E verifica-se um aumento de 2023 para 2024 – mais 282 denúncias e mais 310 detenções. Em 2023, registaram-se 15.499 denúncias de violência doméstica. Das 971 detenções efetuadas, 612 foram em flagrante delito e 359 fora de flagrante delito.

No princípio de fevereiro, a GNR também revelou os seus números. No ano de 2024, recebeu 14.412 queixas, contra as 14.825 de 2023. Juntando os dados da PSP e da GNR chega-se à conclusão que mais de 80 pessoas apresentam queixa diariamente por violência doméstica.

Um amor cego 

Para Helena Nunes, que sofreu na pele este tipo de violência, Portugal ainda fecha os olhos aos direitos das mulheres. “A todas… Às que são mães, às que só querem ser amadas e àquelas que só querem ser mulheres com os seus devidos direitos”, lamenta. “Protege muito os homens e a misoginia. Estou ainda hoje muito revoltada com o sistema. Não sinto que estejamos protegidas. Nem os nossos filhos e filhas”, acrescenta.

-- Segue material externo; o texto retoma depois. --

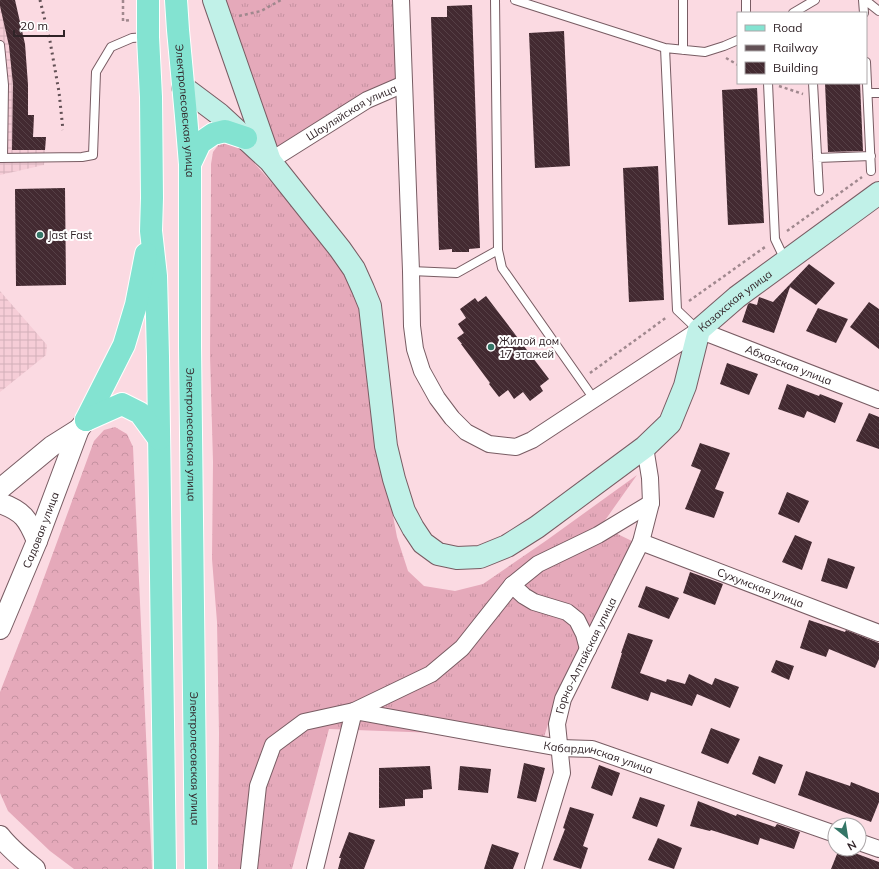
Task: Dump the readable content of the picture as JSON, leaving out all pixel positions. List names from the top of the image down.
{
  "streets": {
    "main road": ["Электролесовская улица", "Казахская улица"],
    "street": [
      "Шауляйская улица",
      "Абхазская улица",
      "Садовая улица",
      "Сухумская улица",
      "Горно-Алтайская улица",
      "Кабардинская улица"
    ]
  },
  "crossings": [
    ["Шауляйская улица", "Казахская улица"],
    ["Казахская улица", "Абхазская улица"],
    ["Казахская улица", "Горно-Алтайская улица"],
    ["Сухумская улица", "Горно-Алтайская улица"],
    ["Горно-Алтайская улица", "Кабардинская улица"]
  ],
  "places": ["Jast Fast", "Жилой дом 17 этажей"],
  "legend": ["Road", "Railway", "Building"],
  "scale_bar": "20 m",
  "north": "bottom right"
}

Conheceu o seu antigo companheiro e pai do seu filho através de um grupo de “amigos” com os quais saía na altura. Tinha apenas 20 anos. “Ele era sete anos mais velho. Eu estava sem rumo e, quando o conheci, senti que seria um messias na minha vida pela maneira como me fazia sentir especial”, conta ao i. “Fez-me acreditar na espiritualidade e que nada acontece por acaso”, continua. “‘O amor é cego, surdo e mudo’, porque mesmo nessa altura da paixão e deslumbre, já aconteciam coisas que me deviam ter feito questionar e não levar avante a relação”, lembra.

Segundo Helena, o que vestia incomodava-o, principalmente se fosse para se encontrarem com os amigos dele. Além disso, teve de verificar assuntos de tribunal, quando este foi para a Irlanda, “pois já tinha tido problemas que ficaram por resolver, como pagar multas por ter andado em atritos”. Também começou desde cedo a mostrar ter duas caras. Mostrando uma coisa perante a família e amigos e outra, quando estavam apenas os dois. “Porque é que não acabei as coisas logo aí? Pela falta de amor próprio”, assegura a jovem de 26 anos.

O começo das agressões

As coisas começaram a piorar quando largou tudo para ir com ele para Belfast, Irlanda do Norte. “Fomos viver para a casa da irmã dele, mais velha, e poucos meses depois levei uma chapada por algo que tinha dito. Nessa altura, já estava com um bebé na barriga”, revela. Foi apenas o princípio do pesadelo. “Grávida de quase três meses, voltei para Portugal, com medo do que podia vir a acontecer, pois não queria abrir mão desta gravidez, talvez por já ter tido um aborto espontâneo antes”, lamenta.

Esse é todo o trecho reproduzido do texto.